Alors c’est sûr, après ces 2 merveilles, les saccades Djent crues et les éructations vénéneuses de « Half-Life » râpent un peu les muqueuses auriculaires. Le chant féminin a beau verser un peu de miel réparateur, et la rythmique caoutchouteuse a beau injecter ce groove bancal typiquement Metal 2.0, on ne retrouve pas tout de suite le faste grandiose des 2 premiers titres. Il faut de fait attendre le break progressif de mi-morceau pour être acheminé, de courbettes en pirouettes, jusqu’à un final plus théâtral et plus ambitieux – quoique n’abandonnant pas le charclage d’humus syncopé… C’est qu’on a failli avoir peur d’être déçu par le tomber de rideau, dis!

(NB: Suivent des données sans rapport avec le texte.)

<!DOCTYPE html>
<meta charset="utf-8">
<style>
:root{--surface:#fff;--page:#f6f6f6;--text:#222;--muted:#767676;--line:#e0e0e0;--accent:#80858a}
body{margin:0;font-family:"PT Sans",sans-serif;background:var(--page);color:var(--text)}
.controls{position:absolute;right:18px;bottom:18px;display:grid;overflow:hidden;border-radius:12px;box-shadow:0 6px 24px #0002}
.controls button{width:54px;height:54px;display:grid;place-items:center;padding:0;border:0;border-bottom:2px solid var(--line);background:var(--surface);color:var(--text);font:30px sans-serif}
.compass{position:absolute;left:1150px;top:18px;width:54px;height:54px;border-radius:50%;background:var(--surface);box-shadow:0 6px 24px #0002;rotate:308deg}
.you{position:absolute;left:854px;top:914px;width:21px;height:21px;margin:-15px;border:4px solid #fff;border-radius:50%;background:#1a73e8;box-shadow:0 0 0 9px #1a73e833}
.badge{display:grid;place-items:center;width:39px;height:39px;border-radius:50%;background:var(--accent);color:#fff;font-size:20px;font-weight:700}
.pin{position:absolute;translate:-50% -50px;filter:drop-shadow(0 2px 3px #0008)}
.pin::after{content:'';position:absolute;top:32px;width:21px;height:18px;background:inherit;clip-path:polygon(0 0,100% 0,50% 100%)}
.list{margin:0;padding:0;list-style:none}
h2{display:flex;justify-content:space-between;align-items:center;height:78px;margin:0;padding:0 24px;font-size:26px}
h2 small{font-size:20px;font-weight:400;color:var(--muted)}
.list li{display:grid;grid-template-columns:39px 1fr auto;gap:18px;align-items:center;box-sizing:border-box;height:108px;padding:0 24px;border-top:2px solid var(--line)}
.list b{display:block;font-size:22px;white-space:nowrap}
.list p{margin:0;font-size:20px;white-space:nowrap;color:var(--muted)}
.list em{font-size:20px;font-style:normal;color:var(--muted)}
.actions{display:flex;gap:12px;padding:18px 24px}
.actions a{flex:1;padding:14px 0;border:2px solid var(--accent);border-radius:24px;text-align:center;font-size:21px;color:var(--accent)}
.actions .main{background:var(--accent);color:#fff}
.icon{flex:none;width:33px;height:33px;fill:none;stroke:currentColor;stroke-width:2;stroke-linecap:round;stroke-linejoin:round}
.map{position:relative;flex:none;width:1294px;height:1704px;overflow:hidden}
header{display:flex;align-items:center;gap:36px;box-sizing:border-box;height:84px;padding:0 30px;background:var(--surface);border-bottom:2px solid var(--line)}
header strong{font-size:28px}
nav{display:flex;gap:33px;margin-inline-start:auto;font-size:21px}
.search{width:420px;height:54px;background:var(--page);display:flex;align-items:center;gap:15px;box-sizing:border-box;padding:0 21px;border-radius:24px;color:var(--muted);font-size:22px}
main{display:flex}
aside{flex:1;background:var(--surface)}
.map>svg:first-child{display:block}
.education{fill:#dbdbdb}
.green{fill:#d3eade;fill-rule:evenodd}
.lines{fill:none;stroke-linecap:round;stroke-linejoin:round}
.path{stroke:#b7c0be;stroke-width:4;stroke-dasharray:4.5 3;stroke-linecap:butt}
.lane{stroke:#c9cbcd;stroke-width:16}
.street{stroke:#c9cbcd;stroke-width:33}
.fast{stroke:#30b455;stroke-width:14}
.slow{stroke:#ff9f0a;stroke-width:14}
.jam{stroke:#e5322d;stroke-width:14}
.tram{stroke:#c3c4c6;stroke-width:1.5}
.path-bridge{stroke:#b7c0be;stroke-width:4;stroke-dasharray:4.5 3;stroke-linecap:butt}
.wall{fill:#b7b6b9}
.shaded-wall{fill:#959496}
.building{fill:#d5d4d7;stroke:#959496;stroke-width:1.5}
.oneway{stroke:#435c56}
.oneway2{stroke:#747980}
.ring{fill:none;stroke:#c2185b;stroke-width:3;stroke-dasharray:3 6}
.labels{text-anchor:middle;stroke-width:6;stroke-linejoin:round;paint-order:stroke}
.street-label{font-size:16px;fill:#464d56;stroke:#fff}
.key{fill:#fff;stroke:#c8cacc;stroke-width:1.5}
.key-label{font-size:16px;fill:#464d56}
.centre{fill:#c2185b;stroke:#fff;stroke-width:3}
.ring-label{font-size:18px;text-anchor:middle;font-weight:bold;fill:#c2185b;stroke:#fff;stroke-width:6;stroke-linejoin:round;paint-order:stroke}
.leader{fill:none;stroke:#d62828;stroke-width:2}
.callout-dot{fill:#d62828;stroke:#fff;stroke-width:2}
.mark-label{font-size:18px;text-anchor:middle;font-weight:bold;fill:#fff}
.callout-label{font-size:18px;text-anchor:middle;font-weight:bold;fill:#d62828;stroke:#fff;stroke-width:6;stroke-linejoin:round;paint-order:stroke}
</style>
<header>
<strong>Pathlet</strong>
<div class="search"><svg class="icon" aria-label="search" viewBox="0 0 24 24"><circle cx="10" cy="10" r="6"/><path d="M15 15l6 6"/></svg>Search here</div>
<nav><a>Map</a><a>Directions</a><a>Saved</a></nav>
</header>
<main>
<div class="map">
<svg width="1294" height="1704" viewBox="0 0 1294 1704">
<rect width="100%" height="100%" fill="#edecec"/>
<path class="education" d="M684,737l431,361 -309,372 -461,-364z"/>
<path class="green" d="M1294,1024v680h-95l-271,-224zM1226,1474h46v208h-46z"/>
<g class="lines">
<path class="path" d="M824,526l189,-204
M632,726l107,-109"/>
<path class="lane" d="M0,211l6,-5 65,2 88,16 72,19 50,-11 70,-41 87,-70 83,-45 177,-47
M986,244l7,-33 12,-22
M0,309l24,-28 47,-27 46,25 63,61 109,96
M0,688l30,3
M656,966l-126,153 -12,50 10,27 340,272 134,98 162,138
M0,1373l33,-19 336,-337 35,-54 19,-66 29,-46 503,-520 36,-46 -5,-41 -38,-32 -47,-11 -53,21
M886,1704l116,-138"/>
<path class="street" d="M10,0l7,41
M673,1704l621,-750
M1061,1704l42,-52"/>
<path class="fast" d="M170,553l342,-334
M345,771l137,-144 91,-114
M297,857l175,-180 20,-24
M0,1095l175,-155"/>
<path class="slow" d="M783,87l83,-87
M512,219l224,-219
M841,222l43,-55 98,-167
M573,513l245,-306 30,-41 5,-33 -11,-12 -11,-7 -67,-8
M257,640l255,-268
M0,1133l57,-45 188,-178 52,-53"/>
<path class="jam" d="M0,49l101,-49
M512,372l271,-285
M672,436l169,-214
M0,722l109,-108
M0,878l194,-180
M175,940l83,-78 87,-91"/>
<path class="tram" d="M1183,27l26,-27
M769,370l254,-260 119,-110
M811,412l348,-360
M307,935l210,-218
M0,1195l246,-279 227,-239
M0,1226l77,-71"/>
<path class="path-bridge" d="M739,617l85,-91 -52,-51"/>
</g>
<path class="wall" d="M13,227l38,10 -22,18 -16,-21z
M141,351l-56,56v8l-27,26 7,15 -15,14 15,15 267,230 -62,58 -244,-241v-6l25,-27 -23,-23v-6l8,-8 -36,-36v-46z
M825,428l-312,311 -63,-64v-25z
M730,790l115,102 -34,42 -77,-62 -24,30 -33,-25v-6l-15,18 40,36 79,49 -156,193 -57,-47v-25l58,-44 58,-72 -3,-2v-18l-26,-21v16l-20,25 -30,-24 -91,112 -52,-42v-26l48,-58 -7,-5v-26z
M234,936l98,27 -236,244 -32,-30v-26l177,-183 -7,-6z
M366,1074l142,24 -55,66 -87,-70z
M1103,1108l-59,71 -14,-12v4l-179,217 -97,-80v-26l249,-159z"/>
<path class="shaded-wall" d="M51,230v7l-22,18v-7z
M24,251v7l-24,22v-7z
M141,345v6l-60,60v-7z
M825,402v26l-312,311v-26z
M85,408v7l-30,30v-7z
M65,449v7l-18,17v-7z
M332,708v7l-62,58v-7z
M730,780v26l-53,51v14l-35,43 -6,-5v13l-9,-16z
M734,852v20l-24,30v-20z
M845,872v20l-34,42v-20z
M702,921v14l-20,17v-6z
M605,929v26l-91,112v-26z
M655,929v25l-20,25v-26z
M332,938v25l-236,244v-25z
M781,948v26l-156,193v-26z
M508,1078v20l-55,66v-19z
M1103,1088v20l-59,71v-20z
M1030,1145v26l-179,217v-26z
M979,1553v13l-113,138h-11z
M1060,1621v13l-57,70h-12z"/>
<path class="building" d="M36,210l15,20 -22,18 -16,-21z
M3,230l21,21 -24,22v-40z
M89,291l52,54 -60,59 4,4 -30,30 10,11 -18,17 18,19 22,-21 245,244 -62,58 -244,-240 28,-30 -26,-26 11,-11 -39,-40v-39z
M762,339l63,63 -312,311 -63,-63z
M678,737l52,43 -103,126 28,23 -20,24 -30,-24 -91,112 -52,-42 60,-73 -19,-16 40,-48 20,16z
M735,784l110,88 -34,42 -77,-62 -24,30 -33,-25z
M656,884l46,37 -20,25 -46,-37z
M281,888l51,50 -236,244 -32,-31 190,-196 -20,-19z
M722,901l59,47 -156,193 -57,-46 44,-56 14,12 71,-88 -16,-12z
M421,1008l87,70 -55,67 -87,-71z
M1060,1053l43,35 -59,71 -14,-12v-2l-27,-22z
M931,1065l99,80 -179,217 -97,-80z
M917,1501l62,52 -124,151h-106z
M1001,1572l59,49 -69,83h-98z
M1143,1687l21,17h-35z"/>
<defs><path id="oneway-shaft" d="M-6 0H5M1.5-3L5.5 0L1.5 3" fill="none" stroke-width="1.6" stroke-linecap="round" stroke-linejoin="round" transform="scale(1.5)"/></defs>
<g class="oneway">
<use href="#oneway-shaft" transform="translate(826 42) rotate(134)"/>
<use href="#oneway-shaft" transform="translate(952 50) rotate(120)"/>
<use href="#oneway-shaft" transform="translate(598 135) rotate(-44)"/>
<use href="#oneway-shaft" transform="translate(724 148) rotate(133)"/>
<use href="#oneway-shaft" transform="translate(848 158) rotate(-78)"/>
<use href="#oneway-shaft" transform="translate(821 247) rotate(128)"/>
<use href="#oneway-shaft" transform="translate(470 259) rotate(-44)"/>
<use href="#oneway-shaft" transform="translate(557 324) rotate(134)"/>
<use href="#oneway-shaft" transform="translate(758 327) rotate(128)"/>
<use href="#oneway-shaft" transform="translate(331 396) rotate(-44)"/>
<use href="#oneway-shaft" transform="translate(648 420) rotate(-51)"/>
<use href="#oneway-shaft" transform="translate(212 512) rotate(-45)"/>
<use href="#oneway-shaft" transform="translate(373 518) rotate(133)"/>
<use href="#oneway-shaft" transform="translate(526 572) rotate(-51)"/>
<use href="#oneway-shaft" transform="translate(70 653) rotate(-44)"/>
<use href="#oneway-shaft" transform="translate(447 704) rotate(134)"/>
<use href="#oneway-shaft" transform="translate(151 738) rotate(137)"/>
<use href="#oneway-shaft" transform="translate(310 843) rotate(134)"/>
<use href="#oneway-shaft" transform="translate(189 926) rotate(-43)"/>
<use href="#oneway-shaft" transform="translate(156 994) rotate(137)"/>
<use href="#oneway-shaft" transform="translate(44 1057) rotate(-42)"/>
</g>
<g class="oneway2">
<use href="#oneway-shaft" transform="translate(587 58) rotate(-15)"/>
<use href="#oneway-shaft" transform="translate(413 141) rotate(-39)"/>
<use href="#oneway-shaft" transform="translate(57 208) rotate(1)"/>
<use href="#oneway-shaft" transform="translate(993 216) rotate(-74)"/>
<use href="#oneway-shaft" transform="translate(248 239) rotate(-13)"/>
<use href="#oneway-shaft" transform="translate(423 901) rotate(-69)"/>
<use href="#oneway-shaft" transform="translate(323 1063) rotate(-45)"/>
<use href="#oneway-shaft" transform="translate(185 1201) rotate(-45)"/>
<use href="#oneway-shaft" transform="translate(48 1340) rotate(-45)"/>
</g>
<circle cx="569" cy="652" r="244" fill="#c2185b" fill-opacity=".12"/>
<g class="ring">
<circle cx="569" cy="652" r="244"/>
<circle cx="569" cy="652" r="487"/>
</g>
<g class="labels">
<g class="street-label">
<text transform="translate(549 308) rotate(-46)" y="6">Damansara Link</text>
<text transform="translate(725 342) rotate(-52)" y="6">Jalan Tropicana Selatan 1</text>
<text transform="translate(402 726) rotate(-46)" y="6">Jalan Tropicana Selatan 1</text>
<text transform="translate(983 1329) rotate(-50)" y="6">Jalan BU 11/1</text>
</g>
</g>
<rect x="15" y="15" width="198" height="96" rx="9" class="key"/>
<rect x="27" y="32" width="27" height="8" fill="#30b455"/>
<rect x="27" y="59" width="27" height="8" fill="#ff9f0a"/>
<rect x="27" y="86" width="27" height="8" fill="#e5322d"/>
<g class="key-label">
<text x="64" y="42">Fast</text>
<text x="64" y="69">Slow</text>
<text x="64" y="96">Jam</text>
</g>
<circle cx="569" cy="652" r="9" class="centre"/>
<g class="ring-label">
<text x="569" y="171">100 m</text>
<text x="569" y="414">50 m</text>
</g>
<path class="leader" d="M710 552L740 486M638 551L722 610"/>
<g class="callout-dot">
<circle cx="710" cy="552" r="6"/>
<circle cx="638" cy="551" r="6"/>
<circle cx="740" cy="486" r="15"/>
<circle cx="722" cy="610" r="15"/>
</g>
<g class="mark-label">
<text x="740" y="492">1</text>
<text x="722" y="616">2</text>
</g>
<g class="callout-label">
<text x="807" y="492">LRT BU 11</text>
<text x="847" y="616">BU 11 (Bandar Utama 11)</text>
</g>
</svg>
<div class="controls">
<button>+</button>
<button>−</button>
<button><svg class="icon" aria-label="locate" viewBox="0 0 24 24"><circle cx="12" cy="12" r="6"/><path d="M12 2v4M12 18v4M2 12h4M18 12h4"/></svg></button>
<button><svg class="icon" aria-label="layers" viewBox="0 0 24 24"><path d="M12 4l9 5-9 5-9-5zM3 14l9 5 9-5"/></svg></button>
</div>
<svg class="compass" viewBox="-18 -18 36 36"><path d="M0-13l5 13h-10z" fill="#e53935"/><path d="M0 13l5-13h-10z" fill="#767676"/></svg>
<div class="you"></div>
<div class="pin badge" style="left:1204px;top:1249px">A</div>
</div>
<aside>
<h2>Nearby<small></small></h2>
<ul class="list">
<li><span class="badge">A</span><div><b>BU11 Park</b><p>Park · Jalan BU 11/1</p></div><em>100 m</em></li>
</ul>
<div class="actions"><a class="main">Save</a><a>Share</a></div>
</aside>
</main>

Trois titres, c’est largement suffisant pour s’autoriser à voir en Sphæra l’une des meilleures recrues hexagonales en matière de Metal extrême technico-progressif. Je dis « hexagonale », mais je crois que le groupe tient plus encore à son appartenance régionale. Parce qu’en fait de thématique chimique, c’est de géographie qu’ils nous parlent, ces jeunes loups, en affichant sur la pochette les couleurs de leur C8H11NO2[RD] natal. Les coquins…
PS: le groupe me souffle à l'oreille que je suis un coquin qui a inversé l'ordre des 2 derniers titres. En fait « Half-Life » vient en deuxième position. Après correction, la tracklist à la gauche de l'article est à présent correcte. Par contre vous voudrez bien m'excuser (ou non), mais je laisse ce papier en l'état: vous ferez les ajustements de vous-mêmes ;)
La chronique, version courte: un Death progressif extrêmement abouti qui s’avère, selon les morceaux et les recoins, plutôt mélodique, plutôt agressif, plutôt lyrique, ou plutôt moderne… Voilà ce que vous réserve Sphæra sur la superbe carte de visite C8H11NO2.